In Montana this year, the last week of deer season is open for harvesting a doe from private land. We have loads of does all around the property, and I was considering if I would take one of these. I spent some time the previous week observing the deer in our west pasture. On Saturday evening I sat in the rocks that line the top of our waterfall, overlooking this pasture, and watching the deer in the field. Earlier I had seen a very large buck sniffing around the does there so I have been keeping my eyes open for him. Twice I watched two young spike horn bucks jostling for dominance. It was great to watch them posture and charge each other, neither old nor large enough that they would be likely to actually breed this year. Mostly only does fed here, but I considered taking ones of these young bucks. By Saturday I decided that I would not harvest a doe, but those young bucks were still a possibility.

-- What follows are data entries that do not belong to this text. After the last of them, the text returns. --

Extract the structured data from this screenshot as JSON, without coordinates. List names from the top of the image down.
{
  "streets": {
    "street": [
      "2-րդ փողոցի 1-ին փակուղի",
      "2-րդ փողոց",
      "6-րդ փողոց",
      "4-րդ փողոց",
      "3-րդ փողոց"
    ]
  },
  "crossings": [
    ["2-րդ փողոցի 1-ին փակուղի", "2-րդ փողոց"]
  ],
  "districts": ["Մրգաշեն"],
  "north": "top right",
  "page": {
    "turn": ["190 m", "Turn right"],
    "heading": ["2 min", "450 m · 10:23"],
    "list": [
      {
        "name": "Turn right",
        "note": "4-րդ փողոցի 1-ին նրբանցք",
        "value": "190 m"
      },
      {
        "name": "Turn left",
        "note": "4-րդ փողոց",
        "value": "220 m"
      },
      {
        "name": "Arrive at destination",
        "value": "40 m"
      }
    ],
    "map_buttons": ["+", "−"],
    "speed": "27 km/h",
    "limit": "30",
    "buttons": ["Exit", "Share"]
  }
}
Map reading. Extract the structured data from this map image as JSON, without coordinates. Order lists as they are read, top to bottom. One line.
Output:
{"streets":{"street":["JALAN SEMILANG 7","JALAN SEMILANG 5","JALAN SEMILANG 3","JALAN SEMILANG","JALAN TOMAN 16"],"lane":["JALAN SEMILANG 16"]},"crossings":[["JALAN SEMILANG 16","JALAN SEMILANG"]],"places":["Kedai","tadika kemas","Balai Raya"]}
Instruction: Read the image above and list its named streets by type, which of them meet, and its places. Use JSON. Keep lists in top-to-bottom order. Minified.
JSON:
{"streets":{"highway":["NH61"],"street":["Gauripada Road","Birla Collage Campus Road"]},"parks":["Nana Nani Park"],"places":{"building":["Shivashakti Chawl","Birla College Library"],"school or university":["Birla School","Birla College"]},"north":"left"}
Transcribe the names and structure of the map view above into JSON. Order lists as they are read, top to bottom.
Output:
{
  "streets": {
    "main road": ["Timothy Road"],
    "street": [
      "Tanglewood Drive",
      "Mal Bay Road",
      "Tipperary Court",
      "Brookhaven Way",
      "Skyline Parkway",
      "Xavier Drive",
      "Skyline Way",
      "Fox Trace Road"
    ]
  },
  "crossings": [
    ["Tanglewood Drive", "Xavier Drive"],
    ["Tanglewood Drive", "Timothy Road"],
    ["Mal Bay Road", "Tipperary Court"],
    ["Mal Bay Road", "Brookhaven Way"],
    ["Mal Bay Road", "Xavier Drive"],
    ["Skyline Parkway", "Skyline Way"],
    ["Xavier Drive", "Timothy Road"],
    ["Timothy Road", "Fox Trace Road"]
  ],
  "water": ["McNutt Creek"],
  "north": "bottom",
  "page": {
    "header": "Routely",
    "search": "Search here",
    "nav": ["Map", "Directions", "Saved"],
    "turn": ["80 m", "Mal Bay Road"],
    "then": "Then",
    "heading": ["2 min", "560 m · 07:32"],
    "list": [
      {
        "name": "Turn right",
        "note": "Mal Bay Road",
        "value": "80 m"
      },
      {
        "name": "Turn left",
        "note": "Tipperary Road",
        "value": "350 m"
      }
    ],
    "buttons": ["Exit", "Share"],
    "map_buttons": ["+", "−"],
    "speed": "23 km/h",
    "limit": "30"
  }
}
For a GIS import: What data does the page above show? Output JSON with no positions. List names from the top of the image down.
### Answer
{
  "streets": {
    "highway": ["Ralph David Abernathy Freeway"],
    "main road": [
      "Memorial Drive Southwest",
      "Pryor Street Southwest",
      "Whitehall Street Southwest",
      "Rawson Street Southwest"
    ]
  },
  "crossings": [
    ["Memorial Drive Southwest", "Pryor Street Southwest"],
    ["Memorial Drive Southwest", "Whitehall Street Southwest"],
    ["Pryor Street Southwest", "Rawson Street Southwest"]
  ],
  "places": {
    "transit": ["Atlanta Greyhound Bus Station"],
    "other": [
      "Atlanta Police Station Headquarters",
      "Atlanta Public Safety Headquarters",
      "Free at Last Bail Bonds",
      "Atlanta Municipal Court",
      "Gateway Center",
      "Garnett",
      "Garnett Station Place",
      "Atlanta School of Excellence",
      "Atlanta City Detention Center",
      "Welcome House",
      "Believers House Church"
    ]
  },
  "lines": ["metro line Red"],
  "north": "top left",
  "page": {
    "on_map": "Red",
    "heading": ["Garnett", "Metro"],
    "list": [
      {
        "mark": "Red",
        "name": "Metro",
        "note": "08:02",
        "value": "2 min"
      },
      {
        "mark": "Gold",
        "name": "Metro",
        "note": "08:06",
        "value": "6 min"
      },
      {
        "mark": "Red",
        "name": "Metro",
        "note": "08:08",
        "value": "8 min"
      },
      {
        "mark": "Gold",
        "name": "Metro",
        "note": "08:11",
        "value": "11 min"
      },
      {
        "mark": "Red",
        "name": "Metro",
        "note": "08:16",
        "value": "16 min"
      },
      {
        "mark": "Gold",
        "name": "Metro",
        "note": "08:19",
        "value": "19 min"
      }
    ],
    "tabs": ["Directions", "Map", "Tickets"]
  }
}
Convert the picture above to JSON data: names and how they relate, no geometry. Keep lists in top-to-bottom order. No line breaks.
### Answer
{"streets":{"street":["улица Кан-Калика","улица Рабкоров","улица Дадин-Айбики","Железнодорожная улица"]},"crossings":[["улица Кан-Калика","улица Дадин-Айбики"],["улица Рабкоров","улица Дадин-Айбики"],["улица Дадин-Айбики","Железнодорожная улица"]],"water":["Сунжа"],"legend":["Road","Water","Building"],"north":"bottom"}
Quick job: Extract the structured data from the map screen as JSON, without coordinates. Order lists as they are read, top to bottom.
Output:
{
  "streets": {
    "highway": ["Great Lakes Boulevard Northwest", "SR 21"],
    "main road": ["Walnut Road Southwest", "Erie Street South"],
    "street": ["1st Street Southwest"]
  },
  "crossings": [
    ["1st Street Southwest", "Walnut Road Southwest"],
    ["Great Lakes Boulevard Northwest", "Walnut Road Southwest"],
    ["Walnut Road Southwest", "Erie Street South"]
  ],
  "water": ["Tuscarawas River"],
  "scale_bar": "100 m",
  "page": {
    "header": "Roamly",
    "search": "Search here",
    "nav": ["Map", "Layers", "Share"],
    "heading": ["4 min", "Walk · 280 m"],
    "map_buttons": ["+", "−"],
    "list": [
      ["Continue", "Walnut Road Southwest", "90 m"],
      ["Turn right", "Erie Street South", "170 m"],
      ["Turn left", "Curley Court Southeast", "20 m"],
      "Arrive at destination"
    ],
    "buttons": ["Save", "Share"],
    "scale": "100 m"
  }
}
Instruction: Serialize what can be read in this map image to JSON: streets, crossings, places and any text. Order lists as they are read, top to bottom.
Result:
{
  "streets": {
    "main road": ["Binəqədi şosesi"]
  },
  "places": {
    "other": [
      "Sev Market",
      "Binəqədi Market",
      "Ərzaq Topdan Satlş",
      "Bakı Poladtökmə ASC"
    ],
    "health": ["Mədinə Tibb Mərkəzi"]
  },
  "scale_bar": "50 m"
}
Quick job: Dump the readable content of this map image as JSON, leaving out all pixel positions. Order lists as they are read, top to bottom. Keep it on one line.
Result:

While hunting on Sunday I made a decision in my mind. I would definitely not shoot a doe, and as far as one of those spike horns- I would shoot one, but only with my camera to share the 'one I didn't get'. If I found a 'real' buck, or something that really stood out on this last day of hunting season, I would take it but otherwise I would be satisfied with the young buck already in the freezer.
Except for a couple I scared up while I was walking the road with my gun on my shoulder and not really hunting, I saw no deer, but had a great day hunting. It was lovely out, my inner and outer self was quiet and connected, I really enjoyed my last day of hunting for the year. I walked out of the woods in late afternoon, about an hour of sunlight left. I walked to the barn and got on my ATV, heading around the property, starting out by the horses. There were several deer there, I scoped them, all does with whom I am most familiar. I headed around the shop, heading west between the lake and our house.
In the yard between the lake and the road a deer was curled up. It seemed pretty early to have a deer lying down, they usually wait until dark before they camp out. I stopped my ATV, raised my rifle to scope him. Yes, him, definitely horns there, a spike horn. But something was wrong; it looked like its mouth was open. Maybe it was just the angle, so I moved closer, scoped him again. Yes, his mouth was hanging open, not a pose I have seen in a deer before. I moved just a little closer still to make sure. He didn't move, didn't seem threatened by me, not a wise position to take during hunting season. Sure enough his mouth was hanging open, he seemed listless and unaware. This deer was gravely injured. I stepped off my ATV, raised my rifle, aimed for his left shoulder, trying for a heart shot, and squeezed the trigger. He fell immediately limp, just flopped over.
I approached him to be with him in his last breaths as Indigo stepped outside, then approached on her ATV. We sat with him and tried to figure out what had happened. He was soaked, his jaw was broken, he had a strange line down his right side with fur missing. We pieced it together. To the best of what we could figure out, he was hit by a car which broke his jaw (or perhaps he just ran into something). He could no longer eat or drink. In incredible pain and thirst, he got into the pond, trying to quench his thirst but of course this would do little good. He finally laid down for a long, slow, and painful death. And I got what I had prayed for: a wounded deer that needed to be put down, that needed relief from horrible pain and certain, slow death. That line down his side was the exit wound from my bullet which hit his left shoulder, missed his heart somehow, hit his right shoulder, then it walked down his right side, leaving a line in his fur.
I feel so very badly for this poor creature, he was obviously in pain for quite a long time, his tongue was grey and dry, his bladder and intestines pretty much all empty. I don't know how long he suffered, but he suffers no longer. And I got an answer, a lesson, and a blessing of food all in one.